From: Nathaniel Smith
Subject: Re: [Monotone-devel] Re: Poll: another possible problem migrating to rosters
Date: Sat, 19 Nov 2005 16:38:57 -0800
User-agent: Mutt/1.5.9i

Thanks for the feedback.

On Sat, Nov 19, 2005 at 02:05:11PM +0100, Tom Koelman wrote:
> We have used merging descendends from multiple graph roots for two
> different scenarios in the wild:
> 
>  - Adding a new file that has been developed independently to an
>    existing project, thus preserving both their histories.
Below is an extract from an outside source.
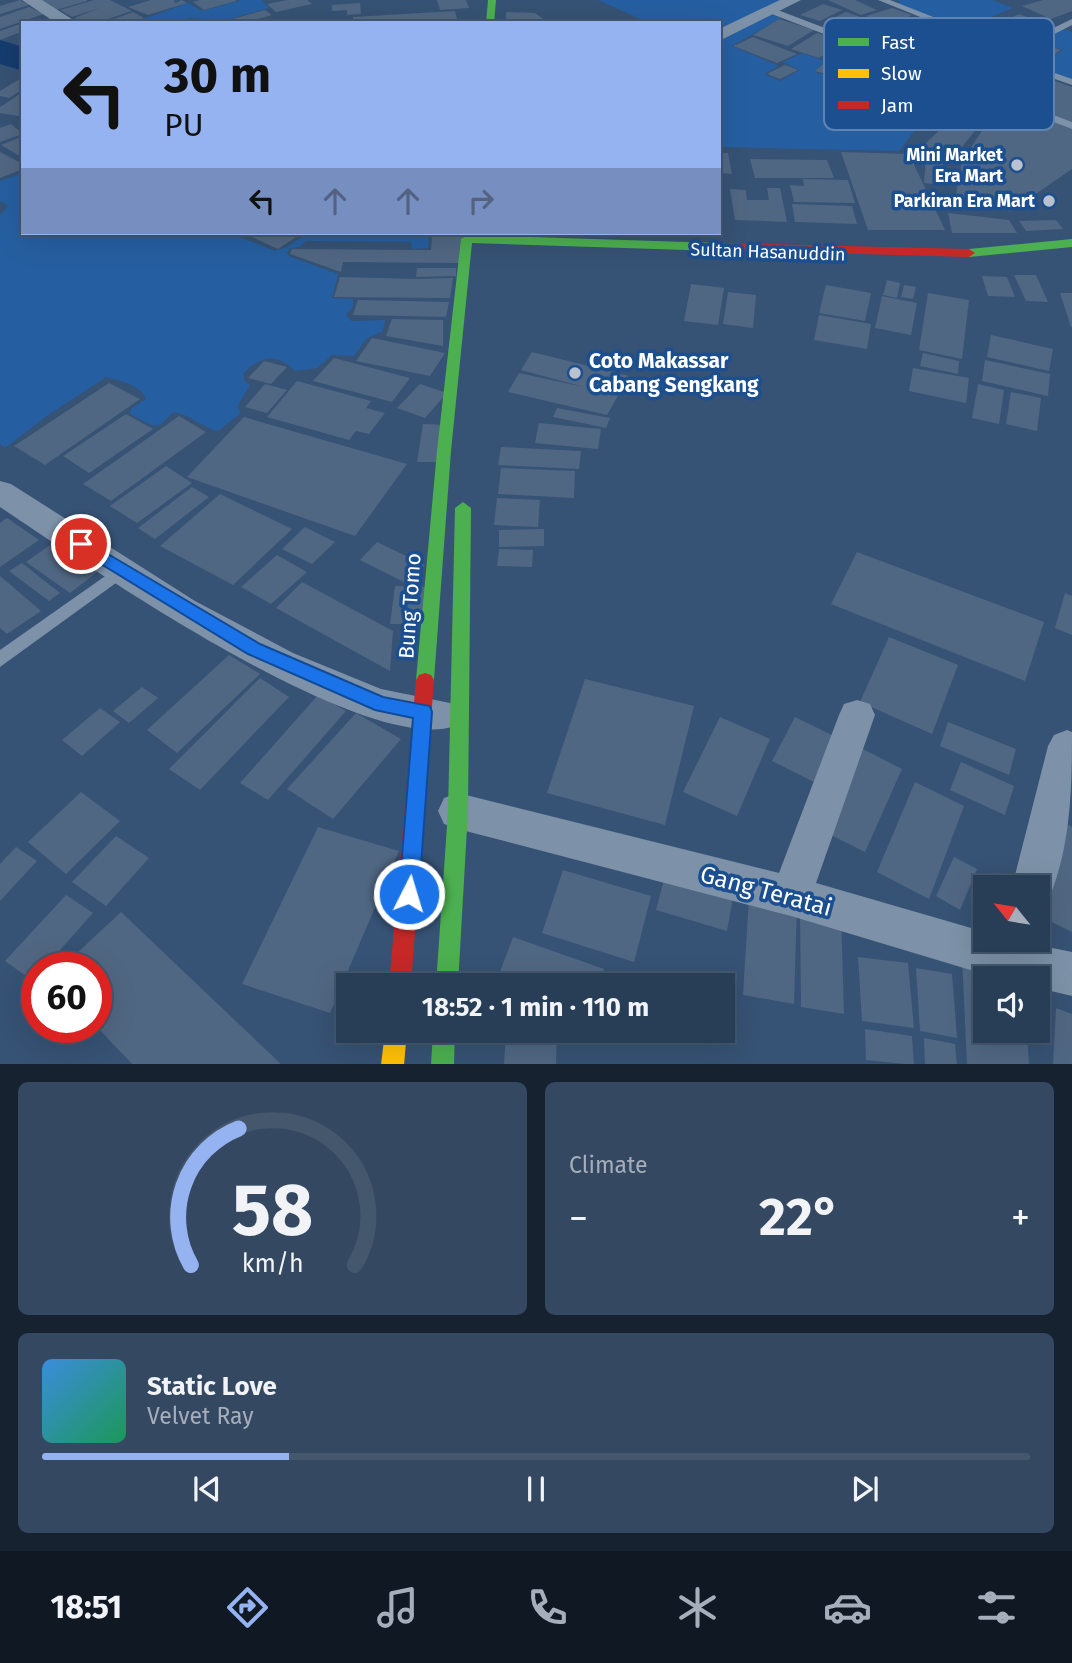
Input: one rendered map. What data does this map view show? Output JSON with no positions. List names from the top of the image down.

Nod, that makes sense.  This is exactly the use case for which moving
tree roots is useful; ideally you want to represent this as a merge of
two trees, where you kept everything from the LEFT tree, and deleting
everything from the RIGHT tree except for the new file.  Where
"everything" here, in both cases, includes the project root directory.

But playing such games with tree roots adds new and exciting failure
cases to merging (subtle things like, merging "add_dir foo/MT" with
"rename foo <root>" needs to raise a special sort of conflict, because
while neither side has a versioned file named "MT", the result of the
merge does...).  So while the current roster code is written with this
functionality in mind, we weren't planning to turn it on until we'd
had a chance to get the basic stuff shaken out.

>  - Because currently there is no sane way to declare a certain branch
>    dead, we created a new branch from scratch called "dead" to which
>    we propagate branches that we want to get rid of.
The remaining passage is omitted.